Aim of the exercise: Lines to restate from the data below: from the one containing "position:relative; width:1347px; height:2397px;" to the one containing "width:28px; height:28px; translate:-50%", both included. Give them again exactly, and only them.

<<<<

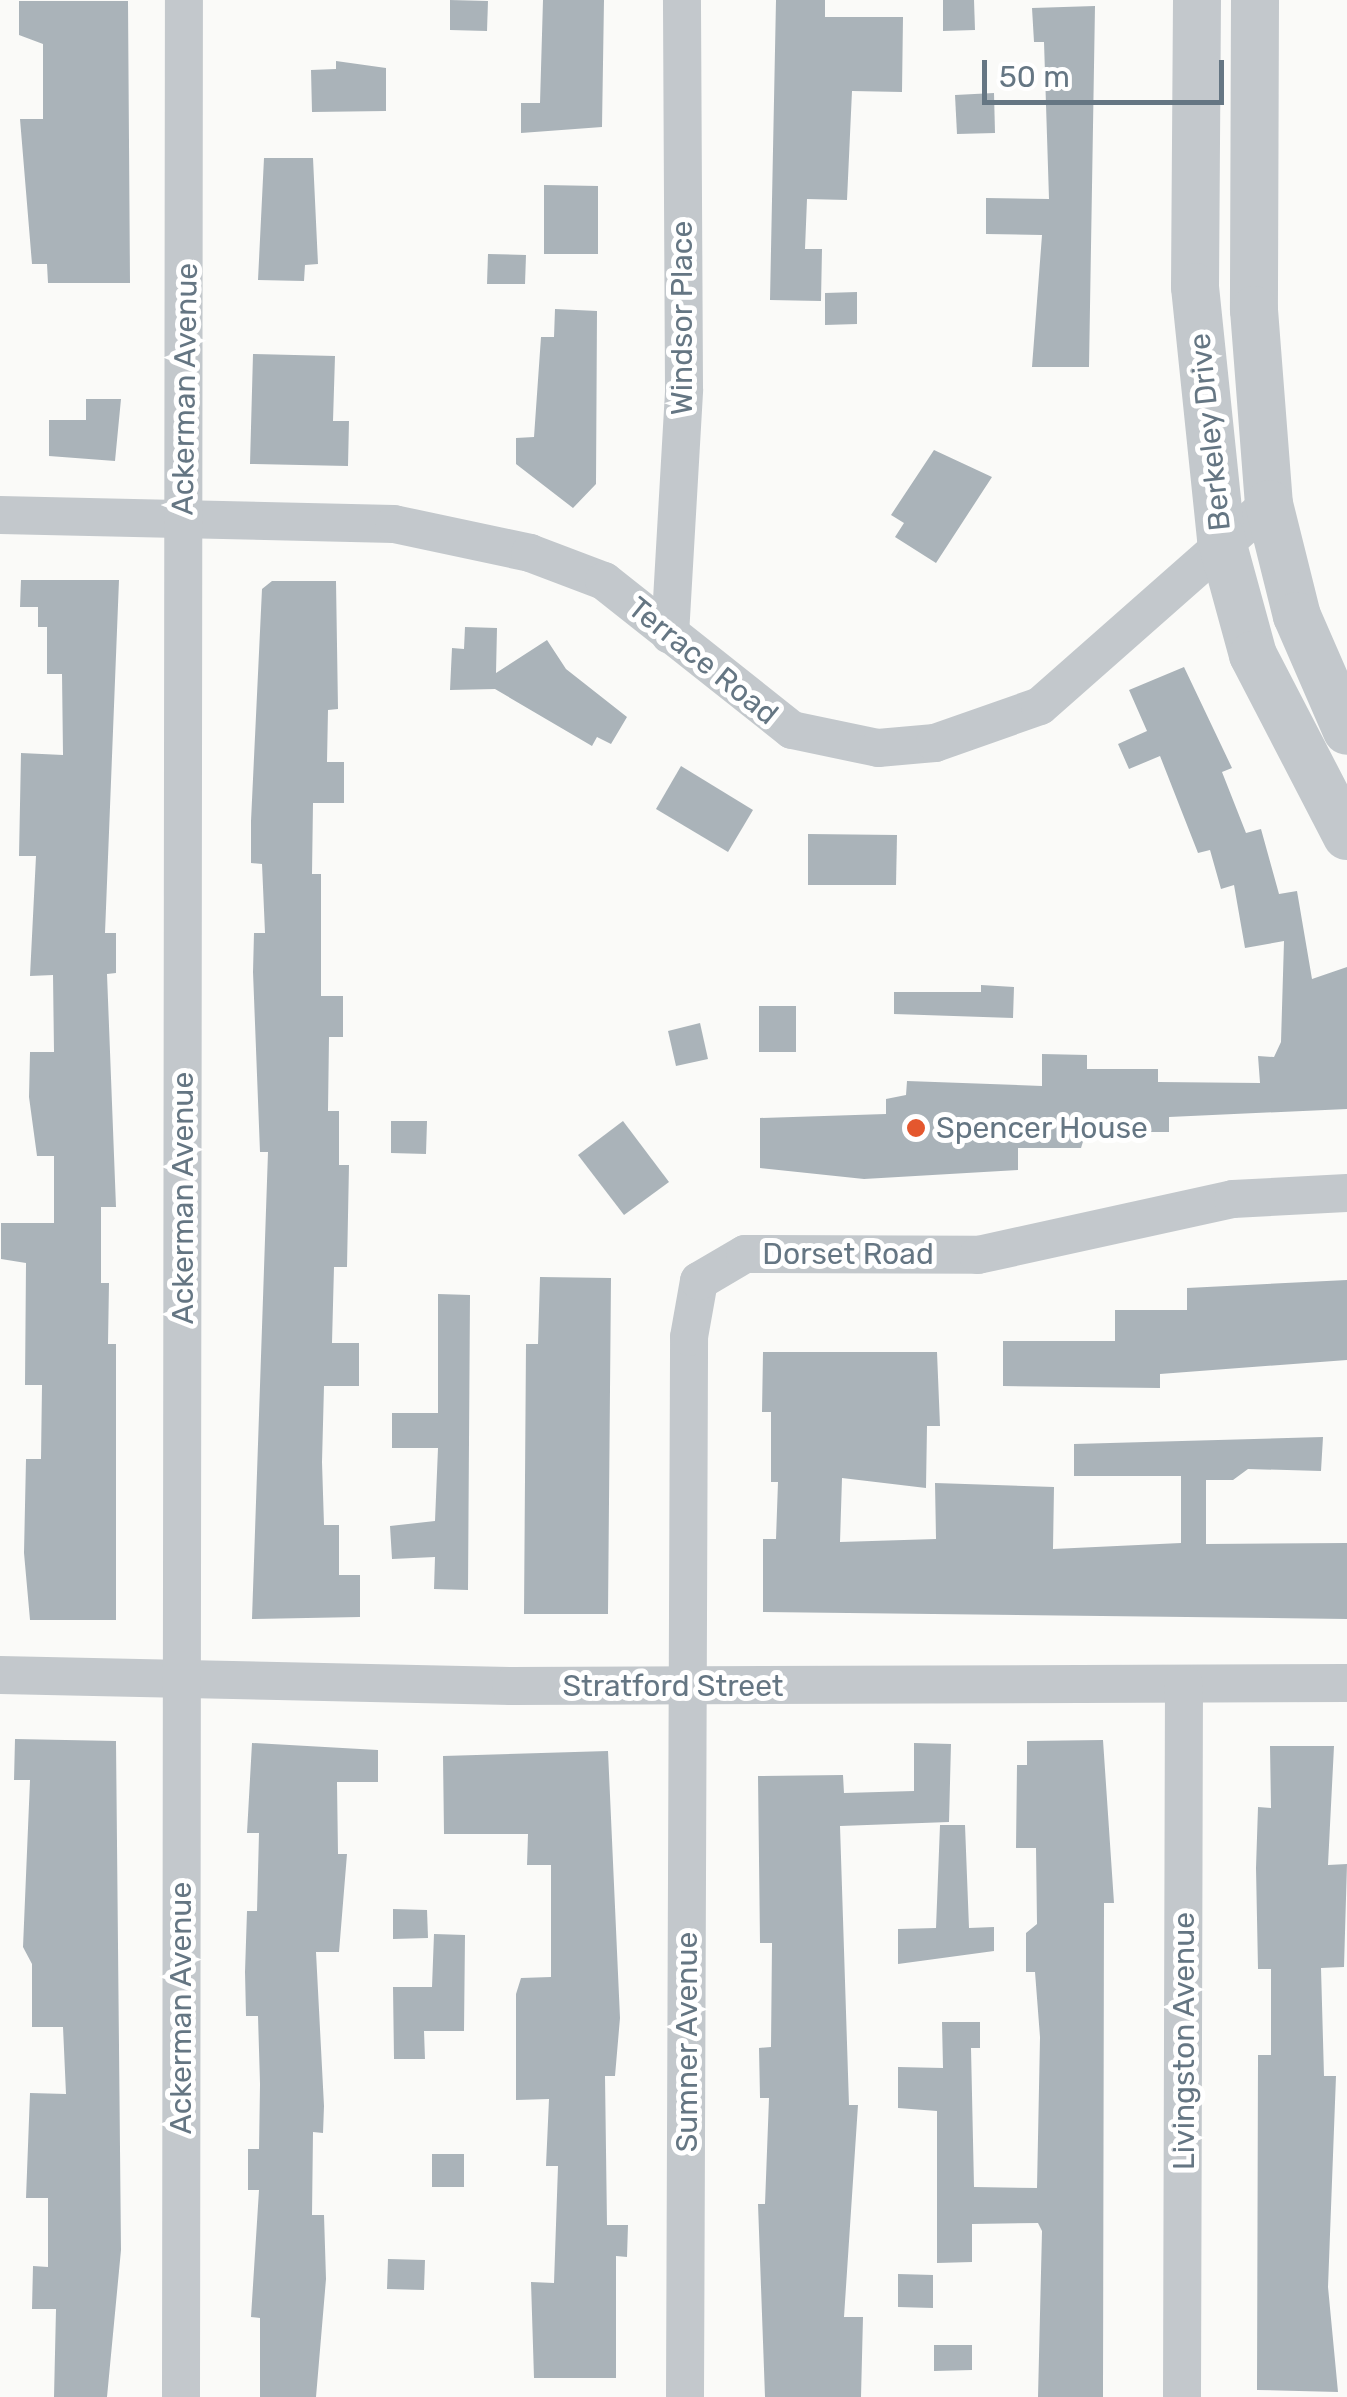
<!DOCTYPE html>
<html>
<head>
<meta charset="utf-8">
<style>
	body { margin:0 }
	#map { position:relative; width:1347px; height:2397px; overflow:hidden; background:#fafaf8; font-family:Rubik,sans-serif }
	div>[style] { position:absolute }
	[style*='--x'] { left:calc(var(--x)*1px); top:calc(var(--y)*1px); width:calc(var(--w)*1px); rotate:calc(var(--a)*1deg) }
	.building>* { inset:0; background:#aab3b9 }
	.minor>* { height:38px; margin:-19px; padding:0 19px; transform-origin:19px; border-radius:19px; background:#c3c8cc }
	.tertiary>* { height:48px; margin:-24px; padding:0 24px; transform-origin:24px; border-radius:24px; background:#c3c8cc }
	.dots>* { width:28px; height:28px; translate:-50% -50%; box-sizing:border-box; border:5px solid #fff; border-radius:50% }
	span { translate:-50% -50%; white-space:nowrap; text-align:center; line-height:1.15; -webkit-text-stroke:10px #fff; paint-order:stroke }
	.street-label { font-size:30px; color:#657683 }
	.poi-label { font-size:30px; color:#657683 }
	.left { translate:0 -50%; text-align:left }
	.scale { position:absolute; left:982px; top:60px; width:242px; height:45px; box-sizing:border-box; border:5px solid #657683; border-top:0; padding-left:12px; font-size:30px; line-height:35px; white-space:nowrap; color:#657683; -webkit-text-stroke:8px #fff; paint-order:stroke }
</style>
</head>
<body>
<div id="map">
	<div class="building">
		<div style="clip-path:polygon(450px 0,488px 1px,487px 31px,450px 30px)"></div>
		<div style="clip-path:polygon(543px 0,604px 0,602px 127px,521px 133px,521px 103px,540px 103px)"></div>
		<div style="clip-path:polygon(776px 0,825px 0,825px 17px,903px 17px,902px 92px,852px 91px,847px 200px,807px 199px,805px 249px,822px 249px,821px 301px,770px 300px)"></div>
		<div style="clip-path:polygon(943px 0,974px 0,975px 30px,943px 31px)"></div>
		<div style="clip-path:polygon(19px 1px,128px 1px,130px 283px,48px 283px,47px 264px,32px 264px,20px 119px,43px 119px,43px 44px,19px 35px)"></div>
		<div style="clip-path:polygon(1095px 6px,1089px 367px,1032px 367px,1042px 235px,986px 234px,986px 198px,1049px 199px,1044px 42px,1034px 42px,1032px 8px)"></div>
		<div style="clip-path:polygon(336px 61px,386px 68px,386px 111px,312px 112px,311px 70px,336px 69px)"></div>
		<div style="clip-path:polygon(994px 93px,995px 133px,957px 134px,955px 95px)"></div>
		<div style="clip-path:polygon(264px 158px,313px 158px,318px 264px,305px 265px,304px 281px,258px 280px)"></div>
		<div style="clip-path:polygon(544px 185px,598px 186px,598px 254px,544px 254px)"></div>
		<div style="clip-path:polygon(488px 254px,526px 255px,525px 284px,487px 284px)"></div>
		<div style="clip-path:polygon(857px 292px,857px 324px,825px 325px,825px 293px)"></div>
		<div style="clip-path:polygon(555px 309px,597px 311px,596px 484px,573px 508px,516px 464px,516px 438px,534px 437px,541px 337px,554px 337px)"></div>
		<div style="clip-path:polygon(253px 354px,335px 356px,333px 421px,349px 421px,348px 466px,250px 464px)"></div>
		<div style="clip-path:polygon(86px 399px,121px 399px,115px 461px,49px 456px,49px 420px,86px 420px)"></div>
		<div style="clip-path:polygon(934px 450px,992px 477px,936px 563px,895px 537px,904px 523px,891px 515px)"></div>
		<div style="clip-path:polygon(21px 580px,119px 580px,105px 933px,116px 933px,116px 973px,107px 974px,116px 1207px,101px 1207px,101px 1283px,109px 1283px,108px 1344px,116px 1344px,116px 1620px,30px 1620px,24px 1553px,26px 1459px,41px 1459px,42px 1385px,25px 1385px,26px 1263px,1px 1259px,1px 1223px,54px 1223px,54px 1156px,37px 1156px,29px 1097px,30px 1052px,54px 1052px,53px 975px,30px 976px,36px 856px,19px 856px,21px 753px,63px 755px,62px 674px,47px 674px,47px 627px,38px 627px,38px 607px,20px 607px)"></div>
		<div style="clip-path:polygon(272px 581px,336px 581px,338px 709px,328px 710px,327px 762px,344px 762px,344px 803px,313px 803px,312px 874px,321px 874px,321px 996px,343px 996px,343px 1037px,329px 1037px,328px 1111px,339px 1111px,339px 1165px,349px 1165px,347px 1267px,334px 1267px,332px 1343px,359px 1343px,359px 1386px,324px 1386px,322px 1462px,324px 1525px,339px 1525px,339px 1575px,360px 1575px,360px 1617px,252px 1619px,268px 1152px,260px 1152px,253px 972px,254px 933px,265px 933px,262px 864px,251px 863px,251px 821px,262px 589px)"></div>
		<div style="clip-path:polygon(465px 627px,497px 628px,496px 673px,547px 640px,566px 669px,627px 717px,611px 744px,597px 737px,592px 746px,495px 689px,450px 690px,452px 648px,464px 649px)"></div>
		<div style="clip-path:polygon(1184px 667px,1232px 768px,1222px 772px,1246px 833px,1261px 829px,1279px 894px,1297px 891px,1312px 979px,1347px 967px,1347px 1109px,1169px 1117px,1169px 1132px,1086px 1132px,1081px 1148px,1018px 1148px,1018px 1170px,864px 1179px,760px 1168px,760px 1118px,886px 1114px,886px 1099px,906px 1095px,907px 1081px,1042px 1086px,1042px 1054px,1087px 1055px,1087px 1069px,1158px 1069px,1158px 1082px,1260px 1083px,1258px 1056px,1274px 1057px,1281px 1042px,1284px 941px,1245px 948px,1234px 885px,1221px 889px,1210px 850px,1198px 853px,1160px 756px,1129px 769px,1118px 744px,1147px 731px,1129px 690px)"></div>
		<div style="clip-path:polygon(681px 766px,753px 810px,728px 852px,656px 809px)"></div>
		<div style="clip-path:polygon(808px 834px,897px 835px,896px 885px,808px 885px)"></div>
		<div style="clip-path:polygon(981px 985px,1014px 987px,1013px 1018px,894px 1014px,894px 992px,981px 992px)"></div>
		<div style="clip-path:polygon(759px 1006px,796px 1006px,796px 1052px,759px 1052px)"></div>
		<div style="clip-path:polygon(700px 1023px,708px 1059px,676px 1066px,668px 1031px)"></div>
		<div style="clip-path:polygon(391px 1121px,427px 1121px,426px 1154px,391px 1153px)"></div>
		<div style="clip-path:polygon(623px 1121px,669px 1182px,624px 1215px,578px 1155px)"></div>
		<div style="clip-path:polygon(540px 1277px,611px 1278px,608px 1614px,524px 1614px,526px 1344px,538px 1344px)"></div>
		<div style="clip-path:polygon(1347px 1280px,1347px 1360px,1160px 1374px,1160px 1388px,1003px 1386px,1003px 1341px,1115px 1341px,1115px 1310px,1187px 1310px,1187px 1288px)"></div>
		<div style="clip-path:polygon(438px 1294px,470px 1295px,468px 1590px,434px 1589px,435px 1557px,392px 1559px,390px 1526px,435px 1521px,438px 1448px,392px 1448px,392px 1413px,438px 1413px)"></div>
		<div style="clip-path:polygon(763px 1352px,937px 1352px,940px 1426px,927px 1426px,926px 1488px,842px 1478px,840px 1542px,936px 1539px,935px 1483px,1054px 1487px,1053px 1549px,1181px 1543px,1181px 1476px,1074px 1476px,1074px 1444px,1323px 1437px,1321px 1471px,1248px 1469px,1233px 1480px,1206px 1480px,1206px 1544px,1347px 1543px,1347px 1619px,763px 1612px,763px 1539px,776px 1539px,778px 1482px,771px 1482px,771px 1412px,762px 1412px)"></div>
		<div style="clip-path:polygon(15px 1739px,116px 1741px,121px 2250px,107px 2397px,54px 2397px,56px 2309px,32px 2309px,33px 2266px,48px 2267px,48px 2198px,26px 2198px,30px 2093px,66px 2094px,63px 2027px,32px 2027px,32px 1964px,23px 1947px,30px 1780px,14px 1780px)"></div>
		<div style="clip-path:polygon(1103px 1740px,1114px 1903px,1104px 1903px,1103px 2397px,1038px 2397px,1042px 2231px,1038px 2223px,972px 2224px,972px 2262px,937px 2263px,937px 2111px,898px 2108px,898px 2067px,943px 2068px,942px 2022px,980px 2022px,980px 2048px,971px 2048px,974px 2187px,1037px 2188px,1040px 2037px,1035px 1972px,1026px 1972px,1026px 1933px,1037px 1924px,1036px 1848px,1016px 1848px,1017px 1765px,1027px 1765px,1027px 1741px)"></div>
		<div style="clip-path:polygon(252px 1743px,378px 1750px,378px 1782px,337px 1782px,338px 1854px,347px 1854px,339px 1952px,316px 1952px,324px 2106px,323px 2133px,313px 2132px,312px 2215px,324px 2215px,326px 2279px,316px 2397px,260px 2397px,260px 2318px,251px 2317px,259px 2190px,248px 2190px,248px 2149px,259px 2149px,260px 2084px,258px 2016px,246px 2016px,245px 1972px,247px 1911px,257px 1911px,259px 1833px,247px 1833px)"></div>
		<div style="clip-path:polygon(914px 1743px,951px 1744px,949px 1822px,840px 1826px,849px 2105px,858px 2105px,844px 2317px,863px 2317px,861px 2397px,765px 2397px,758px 2204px,765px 2204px,769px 2098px,760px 2098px,759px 2048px,771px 2047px,772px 1943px,760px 1943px,758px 1776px,843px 1775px,844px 1793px,914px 1791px)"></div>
		<div style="clip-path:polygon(1270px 1746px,1334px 1746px,1328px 1865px,1347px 1864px,1344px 1967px,1321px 1968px,1324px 2076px,1336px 2076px,1328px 2287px,1338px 2392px,1257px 2390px,1258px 2055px,1271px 2055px,1271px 1969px,1258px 1969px,1256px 1868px,1258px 1807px,1271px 1808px)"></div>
		<div style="clip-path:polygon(608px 1751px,620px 2018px,615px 2076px,605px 2076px,607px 2225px,628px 2225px,627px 2257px,616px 2256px,616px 2378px,534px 2378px,531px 2282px,554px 2283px,558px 2166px,546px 2166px,549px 2099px,516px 2100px,516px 1994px,521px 1978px,551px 1977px,551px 1865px,527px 1865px,528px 1834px,444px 1834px,443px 1756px)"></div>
		<div style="clip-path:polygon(940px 1825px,965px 1825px,969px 1928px,994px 1927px,994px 1951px,898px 1964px,898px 1929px,936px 1928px)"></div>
		<div style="clip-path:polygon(393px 1909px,427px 1910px,428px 1938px,393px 1939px)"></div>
		<div style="clip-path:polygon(434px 1934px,465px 1935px,464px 2031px,424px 2031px,425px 2059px,394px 2059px,393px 1987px,432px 1987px)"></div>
		<div style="clip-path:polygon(432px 2154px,464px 2154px,464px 2187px,432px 2187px)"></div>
		<div style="clip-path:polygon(388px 2259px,425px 2260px,424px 2290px,387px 2289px)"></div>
		<div style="clip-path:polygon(898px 2274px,933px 2275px,933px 2308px,898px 2307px)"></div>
		<div style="clip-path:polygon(934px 2345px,972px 2345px,972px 2370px,934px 2371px)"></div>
	</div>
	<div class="minor">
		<div style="--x:0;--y:515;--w:394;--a:1.3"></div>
		<div style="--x:394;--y:524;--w:139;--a:12"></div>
		<div style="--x:530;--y:553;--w:79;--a:20.7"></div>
		<div style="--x:604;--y:581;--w:240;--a:38.4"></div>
		<div style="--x:792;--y:730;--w:88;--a:11.8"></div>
		<div style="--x:878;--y:748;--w:57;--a:-5"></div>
		<div style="--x:935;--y:743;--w:111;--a:-19.4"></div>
		<div style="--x:1040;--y:706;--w:305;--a:-41.4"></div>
		<div style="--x:670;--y:635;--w:246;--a:-86.7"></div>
		<div style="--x:684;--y:389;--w:389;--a:-90.3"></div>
		<div style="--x:0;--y:1675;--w:511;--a:1.23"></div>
		<div style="--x:511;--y:1686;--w:836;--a:-0.21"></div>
		<div style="--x:181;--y:2397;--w:2397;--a:-89.93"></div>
		<div style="--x:685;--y:2397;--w:1060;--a:-89.78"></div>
		<div style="--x:689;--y:1337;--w:57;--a:-79.9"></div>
		<div style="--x:699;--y:1281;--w:53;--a:-30.4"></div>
		<div style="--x:745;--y:1254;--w:233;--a:0.2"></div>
		<div style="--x:978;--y:1255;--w:261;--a:-12.4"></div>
		<div style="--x:1233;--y:1199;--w:114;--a:-3"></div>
		<div style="--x:1182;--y:2397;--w:713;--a:-89.84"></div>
	</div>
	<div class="tertiary">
		<div style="--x:1197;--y:0;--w:287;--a:90.4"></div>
		<div style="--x:1195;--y:287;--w:252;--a:84.1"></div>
		<div style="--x:1221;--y:538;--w:121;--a:74.7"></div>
		<div style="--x:1253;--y:655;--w:204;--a:62.6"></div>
		<div style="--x:1255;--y:0;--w:310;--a:90.2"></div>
		<div style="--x:1254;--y:310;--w:195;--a:85.6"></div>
		<div style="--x:1269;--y:504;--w:115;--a:76"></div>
		<div style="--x:1297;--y:616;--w:125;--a:66.5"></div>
	</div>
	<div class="dots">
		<div style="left:916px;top:1128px;background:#e4572e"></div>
	</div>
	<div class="street-label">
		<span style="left:682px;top:318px;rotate:-90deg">Windsor Place</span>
		<span style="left:185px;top:389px;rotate:-89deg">Ackerman Avenue</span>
		<span style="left:1210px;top:432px;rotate:-96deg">Berkeley Drive</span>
		<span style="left:703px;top:661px;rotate:39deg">Terrace Road</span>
		<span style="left:183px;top:1198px;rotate:-90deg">Ackerman Avenue</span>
		<span style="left:848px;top:1254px">Dorset Road</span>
		<span style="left:673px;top:1686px">Stratford Street</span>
		<span style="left:181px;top:2008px;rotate:-90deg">Ackerman Avenue</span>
		<span style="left:1184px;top:2041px;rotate:-90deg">Livingston Avenue</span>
		<span style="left:687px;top:2042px;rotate:-90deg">Sumner Avenue</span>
	</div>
	<div class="poi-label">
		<span class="left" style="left:936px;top:1128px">Spencer House</span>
	</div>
	<div class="scale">50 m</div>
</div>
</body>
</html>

>>>>

Written response:
	#map { position:relative; width:1347px; height:2397px; overflow:hidden; background:#fafaf8; font-family:Rubik,sans-serif }
	div>[style] { position:absolute }
	[style*='--x'] { left:calc(var(--x)*1px); top:calc(var(--y)*1px); width:calc(var(--w)*1px); rotate:calc(var(--a)*1deg) }
	.building>* { inset:0; background:#aab3b9 }
	.minor>* { height:38px; margin:-19px; padding:0 19px; transform-origin:19px; border-radius:19px; background:#c3c8cc }
	.tertiary>* { height:48px; margin:-24px; padding:0 24px; transform-origin:24px; border-radius:24px; background:#c3c8cc }
	.dots>* { width:28px; height:28px; translate:-50% -50%; box-sizing:border-box; border:5px solid #fff; border-radius:50% }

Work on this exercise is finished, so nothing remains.